[Source data — start]

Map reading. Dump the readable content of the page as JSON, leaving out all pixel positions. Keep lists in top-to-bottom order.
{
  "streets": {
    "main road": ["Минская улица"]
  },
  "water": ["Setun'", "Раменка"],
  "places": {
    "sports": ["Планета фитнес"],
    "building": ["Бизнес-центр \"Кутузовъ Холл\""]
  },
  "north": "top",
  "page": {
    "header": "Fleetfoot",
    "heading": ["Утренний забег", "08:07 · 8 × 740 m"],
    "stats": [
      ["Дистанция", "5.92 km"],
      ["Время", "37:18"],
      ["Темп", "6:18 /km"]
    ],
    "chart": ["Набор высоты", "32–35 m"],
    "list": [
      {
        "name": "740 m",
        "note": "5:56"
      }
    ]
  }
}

[Source data — finish]

## What the exercise asks
Print, exactly as written, each record in the listing above.

## Result
Map reading. Dump the readable content of the page as JSON, leaving out all pixel positions. Keep lists in top-to-bottom order.
{
  "streets": {
    "main road": ["Минская улица"]
  },
  "water": ["Setun'", "Раменка"],
  "places": {
    "sports": ["Планета фитнес"],
    "building": ["Бизнес-центр \"Кутузовъ Холл\""]
  },
  "north": "top",
  "page": {
    "header": "Fleetfoot",
    "heading": ["Утренний забег", "08:07 · 8 × 740 m"],
    "stats": [
      ["Дистанция", "5.92 km"],
      ["Время", "37:18"],
      ["Темп", "6:18 /km"]
    ],
    "chart": ["Набор высоты", "32–35 m"],
    "list": [
      {
        "name": "740 m",
        "note": "5:56"
      }
    ]
  }
}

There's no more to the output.